(Data extract begins)

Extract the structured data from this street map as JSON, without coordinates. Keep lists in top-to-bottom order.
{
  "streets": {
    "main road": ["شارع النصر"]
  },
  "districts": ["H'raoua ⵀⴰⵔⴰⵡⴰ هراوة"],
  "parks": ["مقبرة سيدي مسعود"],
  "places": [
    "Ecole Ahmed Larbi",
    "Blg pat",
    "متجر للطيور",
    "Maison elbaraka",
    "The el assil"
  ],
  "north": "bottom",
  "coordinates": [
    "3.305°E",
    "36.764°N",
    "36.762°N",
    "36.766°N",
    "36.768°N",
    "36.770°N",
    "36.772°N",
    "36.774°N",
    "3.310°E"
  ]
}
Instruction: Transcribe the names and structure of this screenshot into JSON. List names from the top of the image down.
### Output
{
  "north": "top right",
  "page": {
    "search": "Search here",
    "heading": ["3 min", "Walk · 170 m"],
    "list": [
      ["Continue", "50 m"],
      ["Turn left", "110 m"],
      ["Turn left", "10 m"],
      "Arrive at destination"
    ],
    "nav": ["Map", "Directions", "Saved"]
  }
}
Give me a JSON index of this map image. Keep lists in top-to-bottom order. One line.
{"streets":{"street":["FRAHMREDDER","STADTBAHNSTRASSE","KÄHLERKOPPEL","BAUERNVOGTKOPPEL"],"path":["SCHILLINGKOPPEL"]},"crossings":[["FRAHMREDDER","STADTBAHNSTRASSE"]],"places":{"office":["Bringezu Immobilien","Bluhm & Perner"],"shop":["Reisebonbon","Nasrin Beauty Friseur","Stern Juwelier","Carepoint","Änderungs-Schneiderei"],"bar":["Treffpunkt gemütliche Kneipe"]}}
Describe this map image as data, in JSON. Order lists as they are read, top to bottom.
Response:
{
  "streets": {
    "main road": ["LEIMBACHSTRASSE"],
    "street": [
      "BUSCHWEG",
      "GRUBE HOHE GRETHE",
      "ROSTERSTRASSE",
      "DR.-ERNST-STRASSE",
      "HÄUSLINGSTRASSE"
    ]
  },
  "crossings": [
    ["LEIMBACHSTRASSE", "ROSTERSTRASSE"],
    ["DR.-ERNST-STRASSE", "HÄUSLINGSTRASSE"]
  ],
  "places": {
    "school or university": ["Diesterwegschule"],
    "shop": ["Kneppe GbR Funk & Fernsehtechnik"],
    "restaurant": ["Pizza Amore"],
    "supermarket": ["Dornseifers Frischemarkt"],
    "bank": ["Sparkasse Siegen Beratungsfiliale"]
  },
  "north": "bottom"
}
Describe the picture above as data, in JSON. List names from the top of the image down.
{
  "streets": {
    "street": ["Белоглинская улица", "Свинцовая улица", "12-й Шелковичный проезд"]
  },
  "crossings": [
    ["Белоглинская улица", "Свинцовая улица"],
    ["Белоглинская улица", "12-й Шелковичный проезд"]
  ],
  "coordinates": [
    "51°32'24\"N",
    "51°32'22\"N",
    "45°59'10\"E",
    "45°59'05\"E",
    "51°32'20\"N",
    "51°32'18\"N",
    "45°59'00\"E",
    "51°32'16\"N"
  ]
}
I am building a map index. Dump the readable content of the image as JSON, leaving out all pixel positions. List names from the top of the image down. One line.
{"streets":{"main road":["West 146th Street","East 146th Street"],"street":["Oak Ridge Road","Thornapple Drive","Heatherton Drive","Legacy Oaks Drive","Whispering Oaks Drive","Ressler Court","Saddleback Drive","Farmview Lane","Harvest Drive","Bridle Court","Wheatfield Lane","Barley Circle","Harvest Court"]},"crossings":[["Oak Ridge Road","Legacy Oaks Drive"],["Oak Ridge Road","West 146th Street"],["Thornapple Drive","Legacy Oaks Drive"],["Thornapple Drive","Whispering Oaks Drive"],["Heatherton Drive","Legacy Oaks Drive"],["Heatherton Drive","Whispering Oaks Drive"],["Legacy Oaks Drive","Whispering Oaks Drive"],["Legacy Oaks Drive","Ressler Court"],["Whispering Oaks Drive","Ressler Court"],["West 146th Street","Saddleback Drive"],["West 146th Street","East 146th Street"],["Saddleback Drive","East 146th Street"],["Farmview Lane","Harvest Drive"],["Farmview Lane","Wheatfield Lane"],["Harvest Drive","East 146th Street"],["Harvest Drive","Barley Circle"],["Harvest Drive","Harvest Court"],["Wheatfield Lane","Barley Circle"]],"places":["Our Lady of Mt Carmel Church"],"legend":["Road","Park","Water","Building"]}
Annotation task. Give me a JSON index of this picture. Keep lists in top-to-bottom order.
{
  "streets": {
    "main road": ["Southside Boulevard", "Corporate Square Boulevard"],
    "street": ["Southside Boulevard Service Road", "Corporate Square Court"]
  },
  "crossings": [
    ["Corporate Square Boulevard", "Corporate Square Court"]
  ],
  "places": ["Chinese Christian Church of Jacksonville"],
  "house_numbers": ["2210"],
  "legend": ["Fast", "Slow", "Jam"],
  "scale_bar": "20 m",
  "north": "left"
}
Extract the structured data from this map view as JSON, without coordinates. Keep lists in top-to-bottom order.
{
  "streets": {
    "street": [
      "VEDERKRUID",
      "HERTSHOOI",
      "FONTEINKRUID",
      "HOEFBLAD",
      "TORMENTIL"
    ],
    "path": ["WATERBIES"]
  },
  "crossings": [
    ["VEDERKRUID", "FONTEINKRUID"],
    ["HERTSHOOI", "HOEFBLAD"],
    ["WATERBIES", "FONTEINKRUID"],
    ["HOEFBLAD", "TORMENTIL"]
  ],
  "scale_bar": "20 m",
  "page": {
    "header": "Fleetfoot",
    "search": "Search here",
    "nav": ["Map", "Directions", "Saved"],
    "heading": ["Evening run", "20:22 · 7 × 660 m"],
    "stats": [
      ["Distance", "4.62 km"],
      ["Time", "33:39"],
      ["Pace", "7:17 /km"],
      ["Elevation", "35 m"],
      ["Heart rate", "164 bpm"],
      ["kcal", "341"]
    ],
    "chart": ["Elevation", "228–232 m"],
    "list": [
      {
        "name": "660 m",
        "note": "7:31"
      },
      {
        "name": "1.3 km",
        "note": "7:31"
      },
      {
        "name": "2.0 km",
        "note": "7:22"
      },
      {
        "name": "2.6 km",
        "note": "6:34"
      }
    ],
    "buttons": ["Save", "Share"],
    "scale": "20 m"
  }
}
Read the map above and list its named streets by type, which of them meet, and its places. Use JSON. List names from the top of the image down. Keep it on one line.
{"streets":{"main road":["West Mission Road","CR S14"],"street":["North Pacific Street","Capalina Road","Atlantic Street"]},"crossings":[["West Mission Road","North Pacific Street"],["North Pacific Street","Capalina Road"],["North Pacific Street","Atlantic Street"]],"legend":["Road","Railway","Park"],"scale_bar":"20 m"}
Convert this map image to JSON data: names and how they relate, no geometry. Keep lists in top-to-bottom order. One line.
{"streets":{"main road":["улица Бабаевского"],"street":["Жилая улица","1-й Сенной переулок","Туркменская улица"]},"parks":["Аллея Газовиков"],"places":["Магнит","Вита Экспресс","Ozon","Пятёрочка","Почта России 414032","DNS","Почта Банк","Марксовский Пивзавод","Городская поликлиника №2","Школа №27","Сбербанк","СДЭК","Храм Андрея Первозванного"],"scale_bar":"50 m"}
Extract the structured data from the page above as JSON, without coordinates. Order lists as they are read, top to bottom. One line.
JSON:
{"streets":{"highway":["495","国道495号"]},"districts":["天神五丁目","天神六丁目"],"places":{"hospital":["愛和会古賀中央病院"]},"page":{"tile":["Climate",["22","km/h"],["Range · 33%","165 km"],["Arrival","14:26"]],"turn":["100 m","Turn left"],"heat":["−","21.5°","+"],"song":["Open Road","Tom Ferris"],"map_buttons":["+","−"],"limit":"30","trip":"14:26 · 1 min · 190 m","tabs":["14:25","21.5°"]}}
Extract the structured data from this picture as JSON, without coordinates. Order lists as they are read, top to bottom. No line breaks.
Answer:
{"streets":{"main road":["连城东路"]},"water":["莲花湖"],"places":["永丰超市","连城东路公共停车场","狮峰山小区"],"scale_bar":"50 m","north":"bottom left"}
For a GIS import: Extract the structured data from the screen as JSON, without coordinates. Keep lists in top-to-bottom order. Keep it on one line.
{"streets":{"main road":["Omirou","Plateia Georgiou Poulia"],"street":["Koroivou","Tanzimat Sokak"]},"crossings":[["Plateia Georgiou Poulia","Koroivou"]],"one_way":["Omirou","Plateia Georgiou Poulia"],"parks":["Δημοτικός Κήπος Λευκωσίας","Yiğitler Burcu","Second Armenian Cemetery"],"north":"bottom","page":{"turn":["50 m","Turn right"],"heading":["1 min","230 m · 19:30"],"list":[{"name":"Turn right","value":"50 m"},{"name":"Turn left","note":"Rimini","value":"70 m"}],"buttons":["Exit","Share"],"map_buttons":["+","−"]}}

(Data extract ends)

Try it:
Please give again the lines above between the line holding "Convert this map" and the line holding "Extract the structured data from the page", inclusive, exactly as they are and with nothing added.

Response area:
Convert this map image to JSON data: names and how they relate, no geometry. Keep lists in top-to-bottom order. One line.
{"streets":{"main road":["улица Бабаевского"],"street":["Жилая улица","1-й Сенной переулок","Туркменская улица"]},"parks":["Аллея Газовиков"],"places":["Магнит","Вита Экспресс","Ozon","Пятёрочка","Почта России 414032","DNS","Почта Банк","Марксовский Пивзавод","Городская поликлиника №2","Школа №27","Сбербанк","СДЭК","Храм Андрея Первозванного"],"scale_bar":"50 m"}
Extract the structured data from the page above as JSON, without coordinates. Order lists as they are read, top to bottom. One line.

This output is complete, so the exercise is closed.